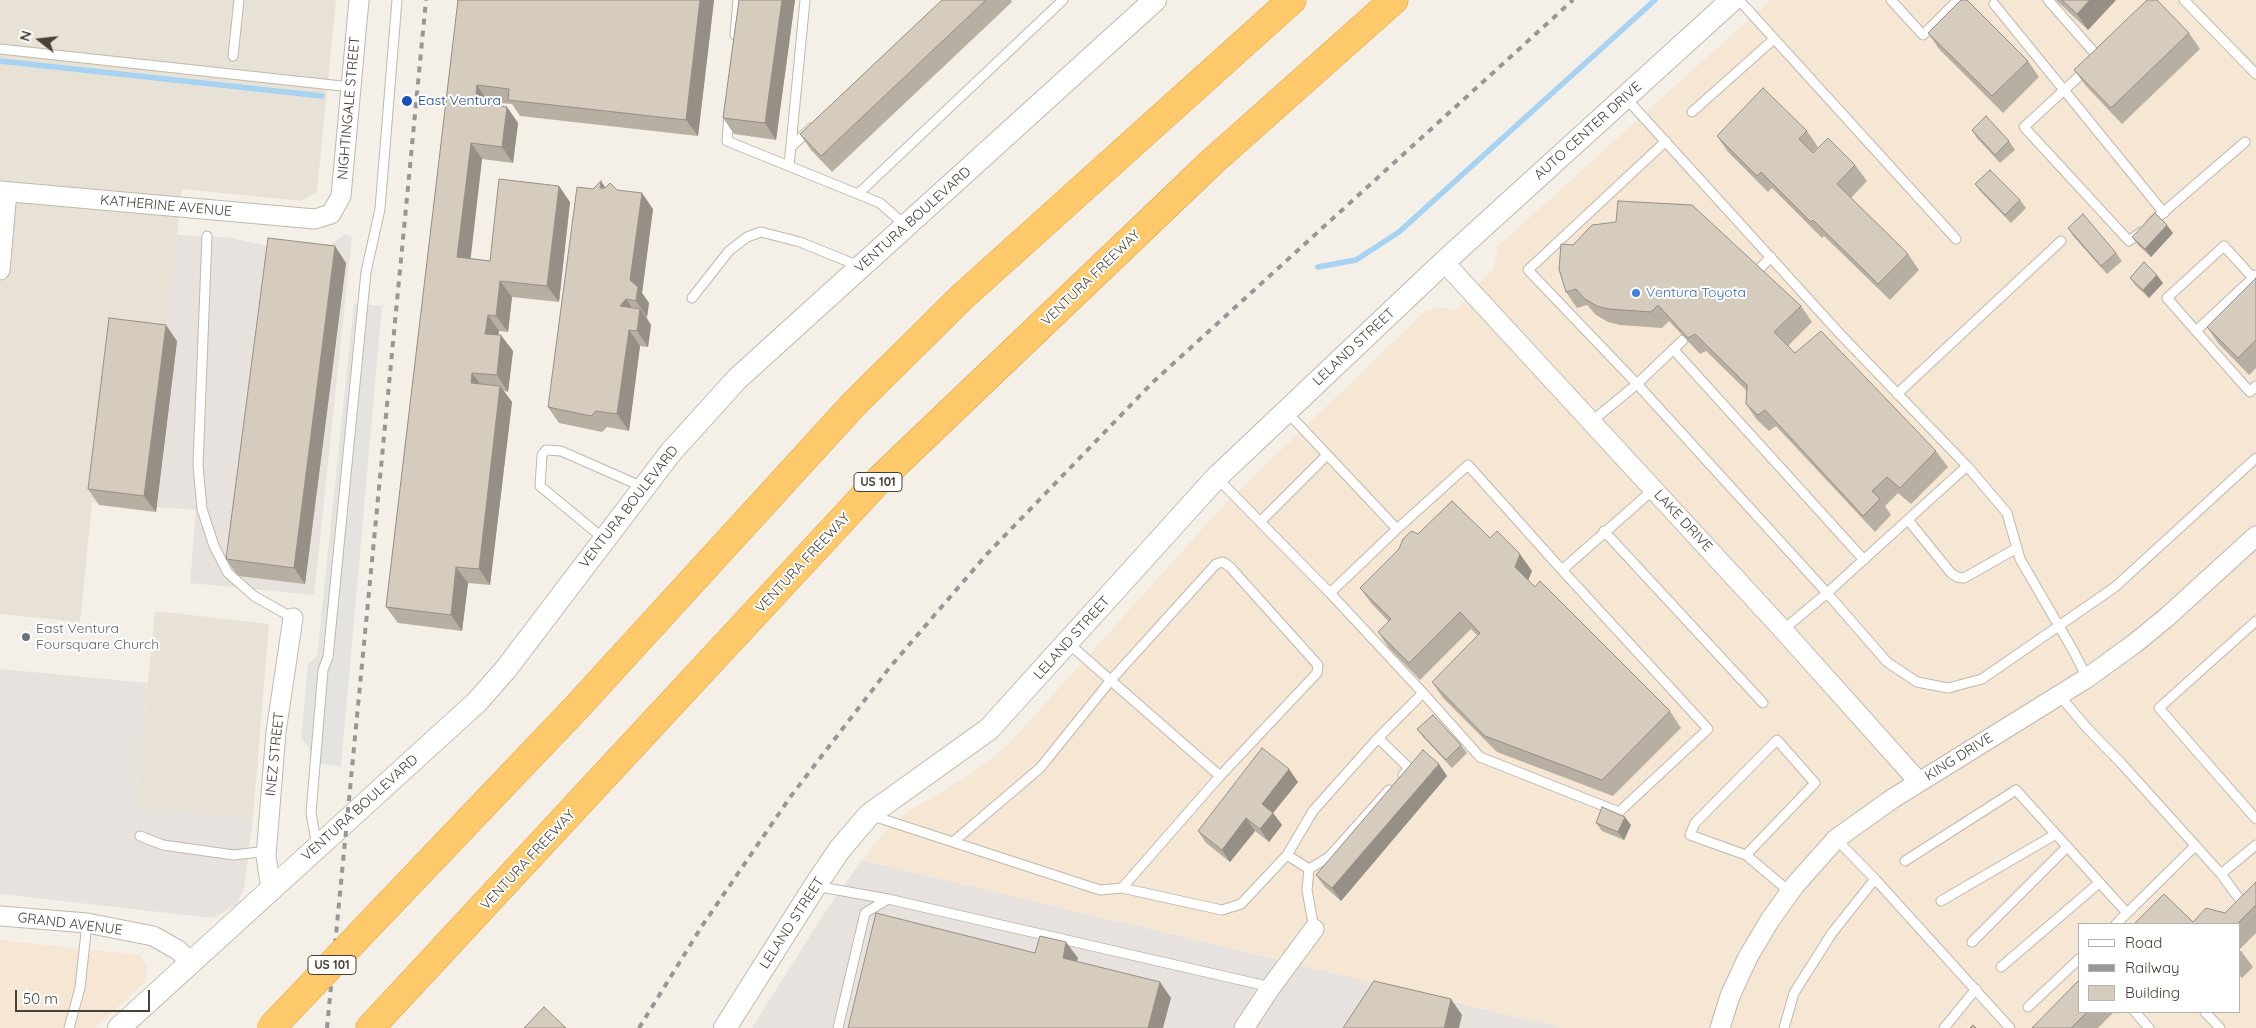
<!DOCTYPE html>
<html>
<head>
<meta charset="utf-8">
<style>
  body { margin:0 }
  #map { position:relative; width:2256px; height:1028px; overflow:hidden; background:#f4f0e8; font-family:Quicksand,sans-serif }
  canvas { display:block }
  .legend { position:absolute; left:2078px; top:923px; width:162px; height:90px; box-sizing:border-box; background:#fff; border:1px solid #b6b3af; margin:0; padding:6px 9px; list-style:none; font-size:15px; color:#484137 }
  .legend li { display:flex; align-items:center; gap:10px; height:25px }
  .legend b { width:25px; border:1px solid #b6b3af }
  .north { position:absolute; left:15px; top:15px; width:50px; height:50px; -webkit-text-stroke:4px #fff; paint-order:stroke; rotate:286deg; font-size:14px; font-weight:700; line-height:20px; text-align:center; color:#484137 }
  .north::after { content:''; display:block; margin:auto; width:18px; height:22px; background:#484137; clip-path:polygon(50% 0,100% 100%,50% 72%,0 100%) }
  .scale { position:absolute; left:15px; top:990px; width:135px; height:22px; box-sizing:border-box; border:2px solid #484137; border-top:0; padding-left:6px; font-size:15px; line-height:18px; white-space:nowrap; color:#484137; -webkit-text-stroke:4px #fff; paint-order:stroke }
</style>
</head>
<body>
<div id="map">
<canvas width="2256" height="1028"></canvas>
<ul class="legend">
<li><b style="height:6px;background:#fff"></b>Road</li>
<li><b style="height:6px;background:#979797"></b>Railway</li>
<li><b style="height:14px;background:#d6ccbe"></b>Building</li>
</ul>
<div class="north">N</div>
<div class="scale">50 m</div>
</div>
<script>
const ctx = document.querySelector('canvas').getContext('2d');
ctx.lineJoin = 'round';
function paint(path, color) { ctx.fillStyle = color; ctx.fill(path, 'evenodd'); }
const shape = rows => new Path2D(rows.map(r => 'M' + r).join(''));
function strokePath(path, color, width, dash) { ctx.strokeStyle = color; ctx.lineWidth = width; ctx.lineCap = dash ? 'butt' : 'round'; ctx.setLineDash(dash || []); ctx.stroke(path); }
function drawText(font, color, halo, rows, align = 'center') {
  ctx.font = font + ' Quicksand,sans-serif'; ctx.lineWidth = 4; ctx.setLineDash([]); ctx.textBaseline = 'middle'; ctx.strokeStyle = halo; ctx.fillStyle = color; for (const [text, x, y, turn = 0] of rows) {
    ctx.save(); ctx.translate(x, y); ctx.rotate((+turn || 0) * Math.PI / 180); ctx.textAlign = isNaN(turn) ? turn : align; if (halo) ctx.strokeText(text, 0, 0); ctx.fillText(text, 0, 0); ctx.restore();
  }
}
const residential = shape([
  [0,0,336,0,317,192,301,201,182,189,167,327,110,324,80,622,0,614],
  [155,611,269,624,253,819,136,806]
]);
const commercial = shape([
  [1770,0,2256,0,2256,1028,1563,1028,863,860,877,840,901,816,972,773,1005,748,1221,508,1424,312,1441,307,1455,311,1493,269,1498,246],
  [2080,924,2240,924,2240,1012,2080,1012],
  [0,940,140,955,147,967,145,982,95,1028,0,1028]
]);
const industrial = shape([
  [346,234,352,237,314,595,190,583,196,510,92,502,110,324,167,327,177,235,226,237,282,249,306,250,331,244],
  [0,669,148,683,136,805,253,819,244,889,236,906,212,918,0,894],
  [862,860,1563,1028,752,1028,825,912]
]);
const parking = shape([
  [354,303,382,306,341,767,313,763,308,746,301,738,308,664,317,656]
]);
const stream = shape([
  [0,61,322,96],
  [1318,267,1356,260,1399,232,1655,0]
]);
const service = shape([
  [1739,0,1956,239],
  [1891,0,1923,35,1958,0],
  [2048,0,2099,58],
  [2184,0,2256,74],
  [1994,4,2164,213],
  [735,35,738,0],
  [0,49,351,87],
  [233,56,239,0],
  [2087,69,2024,127,2129,241,2141,232],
  [1625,97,1841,335,1967,466,2007,513,2020,559,2074,652,2087,678],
  [1692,112,1774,39],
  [729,115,727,141,880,203,905,225],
  [1666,141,1528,270,1637,384,1683,340],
  [791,147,811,128],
  [789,166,805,0],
  [858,194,1063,0],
  [2151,223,2245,142],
  [207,236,198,465,202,509,214,546,228,573,254,596,293,618],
  [1757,271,1771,257],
  [2256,275,2196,331,2250,392,2256,386],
  [692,298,729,251,747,237,761,232,800,242,859,266],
  [2196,331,2167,298,2224,246,2253,278],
  [1673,349,1864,560],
  [1897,394,2061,241],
  [1592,421,1637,384,1827,593,1967,466],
  [1217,478,1330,593,1397,529,1287,412],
  [1908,520,1951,573,1957,577,1964,578,2017,548],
  [1260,522,1327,455],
  [1397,529,1468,465,1562,570,1654,489],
  [1604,531,1763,703],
  [604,539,540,486,542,455,546,450,561,451,643,487],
  [1330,593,1423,693,1378,738,1409,768,1403,775],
  [2256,621,2159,708,2256,819],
  [1783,630,1827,593,1887,662,1917,682,1948,688,1982,679,2115,587,2256,458],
  [1423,693,1480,757,1619,812,1708,729,1562,570],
  [2059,695,2087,728,2121,763,2221,874,2256,845],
  [873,816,1100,890,1122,888,1220,776,1068,643],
  [140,836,163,845,234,855,267,851],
  [953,842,1040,768,1111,680,1216,564,1223,562,1230,567,1318,665,1317,673,1220,776],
  [317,846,311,813,323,670,328,657,366,272,380,209,397,0],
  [1287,855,1313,811,1378,738],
  [1746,855,1815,783,1777,740,1695,823,1690,835,1746,855,1790,892],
  [1905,861,2016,790,2127,913],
  [2221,874,2246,908],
  [1875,879,2010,1028],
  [815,886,888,899],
  [1122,888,1222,910,1241,904,1287,855,1309,869],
  [1941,901,2056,834],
  [2116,924,2195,846],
  [1314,929,1307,890,1309,869,1329,857,1389,790],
  [1972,942,2067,847],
  [2001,967,2099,883],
  [2028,1007,2080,958],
  [2135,1012,2149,1028],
  [2205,1012,2220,1028],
  [69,1028,80,988,87,923],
  [838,1028,865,913,888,899,1271,987],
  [1784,1028,1794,993,1832,933,1875,879,1836,839],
  [1944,1028,1976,989]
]);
const minor = shape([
  [0,191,315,219,331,214,341,196,359,0],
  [1444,262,1783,630,1919,782],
  [0,270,7,192],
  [271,889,266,856,276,732,293,618],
  [0,916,87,923,153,936,178,950,191,963],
  [1244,1028,1271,987,1314,929],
  [1720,1028,1730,996,1748,957,1770,920,1795,885,1836,839,1892,799,2087,678,2134,644,2167,617,2256,536]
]);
const tertiary = shape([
  [119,1028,477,702,506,669,671,452,737,379,1155,0],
  [725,1028,815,886,840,849,869,815,989,729,1216,478,1444,262,1732,0]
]);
const motorway = shape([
  [392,901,577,707,854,404,962,297,1292,0],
  [370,1028,880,479,1213,161,1394,0]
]);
const rail = shape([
  [327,1028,426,0],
  [639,1028,702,926,791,796,890,667,987,554,1153,382,1573,0]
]);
const motorwayBridge = shape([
  [271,1028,392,901]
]);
const wall = shape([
  [458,0,714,0,698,136,520,116,512,104,488,102,488,105,507,107,518,123,513,163,482,159,470,258,490,261,570,202,559,302,512,297,508,332,499,331,498,335,513,351,508,392,504,391,512,402,490,585,468,583,462,631,398,623,386,607],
  [739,0,795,0,776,140,734,134,723,118],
  [942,0,1011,0,1012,2,832,172,811,150,800,134],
  [2056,0,2116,0,2088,30],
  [1928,33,2028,61,2039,77,2003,113,1939,49],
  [2189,33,2200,49,2122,124,2086,86,2074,70],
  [1972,130,2009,141,2015,150,2000,163,1977,138],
  [1807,131,1818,147,1812,153,1855,165,1867,181,1851,198,1908,254,1919,270,1890,300,1824,236,1822,238,1772,188,1768,192,1728,152,1717,136],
  [1975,184,2020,200,2026,208,2011,223,1981,192],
  [606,188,617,190,653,209,642,293,649,303,647,317,646,316,651,325,648,347,640,346,629,431,607,427,602,432,559,423,548,407,593,189],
  [2068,228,2116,253,2122,261,2107,274,2073,236],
  [2173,233,2151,257,2138,245,2132,237],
  [346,263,305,584,238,576,226,559],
  [1559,269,1801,306,1812,322,1788,346,1795,353,1936,451,1948,467,1911,504,1898,493,1885,506,1891,515,1875,532,1776,426,1769,431,1757,420,1746,404,1746,390,1706,351,1700,354,1669,321,1662,328,1620,325,1608,322,1596,315,1587,305,1577,308,1566,292],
  [2130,278,2163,283,2149,298,2136,286],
  [2256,278,2256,368,2249,375,2218,343,2207,327],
  [177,341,156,512,99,505,88,489],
  [1418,534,1490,538,1532,571,1528,580,1670,711,1681,728,1613,796,1497,752,1443,698,1432,682,1478,636,1471,629,1420,680,1389,648,1378,632,1389,622,1372,604,1360,588],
  [1417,729,1461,745,1467,753,1452,768,1423,737],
  [1447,776,1341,901,1325,887,1316,875],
  [1298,782,1273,813,1282,825,1269,842,1255,831,1230,862,1206,843,1198,831],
  [1596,823,1631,825,1624,840,1602,831],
  [2256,882,2256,933,2240,949,2240,924,2134,924,2193,922,2225,913],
  [2240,951,2241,951,2253,967,2242,978,2240,976],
  [2080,1012,2114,1012,2098,1028,2032,1028]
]);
const shadedWall = shape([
  [700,0,714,0,698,136,686,120],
  [782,0,795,0,776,140,765,123],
  [2090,0,2116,0,2088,30,2077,14],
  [477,85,488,102,486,119,475,103],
  [507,107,518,123,513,163,502,147],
  [471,143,482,159,469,273,457,257],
  [601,181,612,197,600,188],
  [559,186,570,202,559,302,547,286],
  [642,193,653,209,642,293,649,303,647,317,636,301,630,280],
  [2167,225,2173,233,2151,257,2145,249],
  [335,246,346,263,305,584,294,568],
  [2157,275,2163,283,2149,298,2143,290],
  [500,281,512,297,508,332,496,316],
  [626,299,637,315,620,306],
  [640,309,651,325,648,347,637,331],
  [488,315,499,331,497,350,485,334],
  [166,325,177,341,156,512,144,496],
  [629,330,640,346,629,431,617,414],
  [501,335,513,351,508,392,497,375],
  [472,373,484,389,471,383],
  [500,386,512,402,490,585,479,569],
  [1520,554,1532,571,1527,583,1515,567],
  [456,567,468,583,462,631,451,615],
  [1439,764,1447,776,1341,901,1332,888],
  [1289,769,1298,782,1273,813,1282,825,1269,842,1260,829,1262,804],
  [1625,817,1631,825,1624,840,1618,832],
  [1246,818,1255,831,1230,862,1222,850],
  [1066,942,1078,958,1074,974,1063,958],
  [1160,982,1171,998,1163,1028,1148,1028],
  [1451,999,1462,1015,1459,1028,1444,1028]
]);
const building = shape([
  [458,0,700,0,686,120,508,100,509,89,477,85,475,103,507,107,502,147,471,143,457,257,490,261,499,179,559,186,547,286,500,281,496,316,488,315,485,334,501,335,497,375,472,373,471,383,500,386,479,569,456,567,451,615,386,607,458,0],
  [739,0,782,0,765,123,723,118,739,0],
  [942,0,986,0,821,156,800,134,942,0],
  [1961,0,1967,0,2028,61,1992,96,1928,33,1961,0],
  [2062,0,2090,0,2077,14,2062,0],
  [2147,0,2157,0,2189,33,2111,108,2074,70,2147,0],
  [1763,88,1807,131,1799,139,1813,153,1828,138,1855,165,1837,184,1908,254,1878,284,1813,220,1811,222,1761,172,1757,176,1717,136,1763,88],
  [1986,116,2009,141,1995,155,1972,130,1986,116],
  [1990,170,2020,200,2005,215,1975,184,1990,170],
  [601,181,600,188,605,188,610,183,617,190,642,193,630,280,638,287,636,301,626,299,620,306,640,309,637,331,629,330,617,414,596,411,591,416,548,407,577,187,593,189,601,181],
  [1618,201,1692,205,1801,306,1774,332,1795,353,1821,331,1936,451,1900,488,1887,477,1872,491,1880,499,1863,516,1765,410,1758,415,1746,404,1747,385,1695,334,1688,338,1658,305,1651,312,1608,309,1597,306,1585,299,1576,289,1566,292,1559,269,1561,244,1573,245,1592,225,1616,222,1618,201],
  [2155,213,2167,225,2145,249,2132,237,2155,213],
  [2083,214,2116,253,2101,266,2068,228,2083,214],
  [268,238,335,246,294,568,226,559,268,238],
  [2144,262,2157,275,2143,290,2130,278,2144,262],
  [2256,278,2256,340,2238,358,2207,327,2256,278],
  [109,318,166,325,144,496,88,489,109,318],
  [1452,501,1490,538,1497,531,1520,554,1515,567,1535,587,1540,581,1670,711,1602,780,1485,736,1432,682,1480,633,1460,612,1409,663,1378,632,1391,619,1360,588,1399,549,1403,539,1411,531,1418,534,1452,501],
  [1433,715,1461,745,1446,760,1417,729,1433,715],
  [1262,748,1289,769,1262,804,1273,813,1260,829,1246,818,1222,850,1198,831,1262,748],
  [1423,750,1439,764,1332,888,1316,875,1423,750],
  [1602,807,1625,817,1618,832,1596,823,1602,807],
  [2256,882,2256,908,2255,906,2237,924,2134,924,2164,894,2193,922,2206,908,2225,913,2256,882],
  [876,913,1035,953,1040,936,1066,942,1063,958,1160,982,1148,1028,848,1028,876,913],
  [2080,979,2080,1012,2087,1012,2071,1028,2032,1028,2080,979],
  [1374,981,1451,999,1444,1028,1343,1028,1374,981],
  [544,1007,566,1028,524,1028,544,1007],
  [1973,1025,1976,1028,1970,1028,1973,1025]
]);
const markers = [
  [407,101,6,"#1a4fb4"],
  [1636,293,5,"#3f7fe0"],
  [26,637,5,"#6b7280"]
];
const shields = [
  [878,482,48],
  [332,965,48]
];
const shieldNames = [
  ["US 101",878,482],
  ["US 101",332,965]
];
const transitNames = [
  ["East Ventura",418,101]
];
const streetNames = [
  ["NIGHTINGALE STREET",349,108,-85],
  ["AUTO CENTER DRIVE",1588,131,-42],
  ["KATHERINE AVENUE",166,206,5],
  ["VENTURA BOULEVARD",913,220,-42],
  ["VENTURA FREEWAY",1091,278,-44],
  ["LELAND STREET",1354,347,-43],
  ["VENTURA BOULEVARD",629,507,-52],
  ["LAKE DRIVE",1683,521,47],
  ["VENTURA FREEWAY",803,563,-47],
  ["LELAND STREET",1072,638,-48],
  ["INEZ STREET",275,754,-84],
  ["KING DRIVE",1959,757,-32],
  ["VENTURA BOULEVARD",360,808,-42],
  ["VENTURA FREEWAY",528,860,-47],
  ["LELAND STREET",792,923,-57],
  ["GRAND AVENUE",70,924,7]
];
const shopNames = [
  ["Ventura Toyota",1646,293]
];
const worshipNames = [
  ["East Ventura",36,629],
  ["Foursquare Church",36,645]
];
paint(residential, '#e8e2d6');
paint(commercial, '#f6e7d4');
paint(industrial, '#e7e2dd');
paint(parking, '#e5e3e0');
strokePath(stream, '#a5d3f1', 5.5);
strokePath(service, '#c0b8ab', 11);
strokePath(minor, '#c0b8ab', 21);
strokePath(tertiary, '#c0b8ab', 24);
strokePath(motorway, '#de9d39', 29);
strokePath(service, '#fff', 9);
strokePath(minor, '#fff', 19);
strokePath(tertiary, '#fff', 22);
strokePath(motorway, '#fec96a', 28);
strokePath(rail, '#979797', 4, [6, 6]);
strokePath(motorwayBridge, '#de9d39', 29, []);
strokePath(motorwayBridge, '#fec96a', 28);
paint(wall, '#b8afa3');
paint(shadedWall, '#968f85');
paint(building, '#d6ccbe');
strokePath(building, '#968f85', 1);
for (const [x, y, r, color] of markers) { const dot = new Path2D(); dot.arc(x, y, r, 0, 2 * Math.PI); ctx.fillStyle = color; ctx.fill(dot); strokePath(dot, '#fff', 2); }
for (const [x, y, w] of shields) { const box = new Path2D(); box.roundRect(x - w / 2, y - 9.5, w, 19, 4); ctx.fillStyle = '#fff'; ctx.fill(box); strokePath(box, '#484137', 1); }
drawText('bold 12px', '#484137', null, shieldNames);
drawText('14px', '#164399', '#fff', transitNames, 'left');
drawText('14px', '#484137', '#fff', streetNames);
drawText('14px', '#366cbe', '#fff', shopNames, 'left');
drawText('14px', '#5b616d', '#fff', worshipNames, 'left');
</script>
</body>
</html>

◆ ◆ ◆ ◆

Reproduce exactly the lines above from the line with "content:''; display:block; margin:auto;" to the line with "ctx.font = font", including both, and add nothing.

  .north::after { content:''; display:block; margin:auto; width:18px; height:22px; background:#484137; clip-path:polygon(50% 0,100% 100%,50% 72%,0 100%) }
  .scale { position:absolute; left:15px; top:990px; width:135px; height:22px; box-sizing:border-box; border:2px solid #484137; border-top:0; padding-left:6px; font-size:15px; line-height:18px; white-space:nowrap; color:#484137; -webkit-text-stroke:4px #fff; paint-order:stroke }
</style>
</head>
<body>
<div id="map">
<canvas width="2256" height="1028"></canvas>
<ul class="legend">
<li><b style="height:6px;background:#fff"></b>Road</li>
<li><b style="height:6px;background:#979797"></b>Railway</li>
<li><b style="height:14px;background:#d6ccbe"></b>Building</li>
</ul>
<div class="north">N</div>
<div class="scale">50 m</div>
</div>
<script>
const ctx = document.querySelector('canvas').getContext('2d');
ctx.lineJoin = 'round';
function paint(path, color) { ctx.fillStyle = color; ctx.fill(path, 'evenodd'); }
const shape = rows => new Path2D(rows.map(r => 'M' + r).join(''));
function strokePath(path, color, width, dash) { ctx.strokeStyle = color; ctx.lineWidth = width; ctx.lineCap = dash ? 'butt' : 'round'; ctx.setLineDash(dash || []); ctx.stroke(path); }
function drawText(font, color, halo, rows, align = 'center') {
  ctx.font = font + ' Quicksand,sans-serif'; ctx.lineWidth = 4; ctx.setLineDash([]); ctx.textBaseline = 'middle'; ctx.strokeStyle = halo; ctx.fillStyle = color; for (const [text, x, y, turn = 0] of rows) {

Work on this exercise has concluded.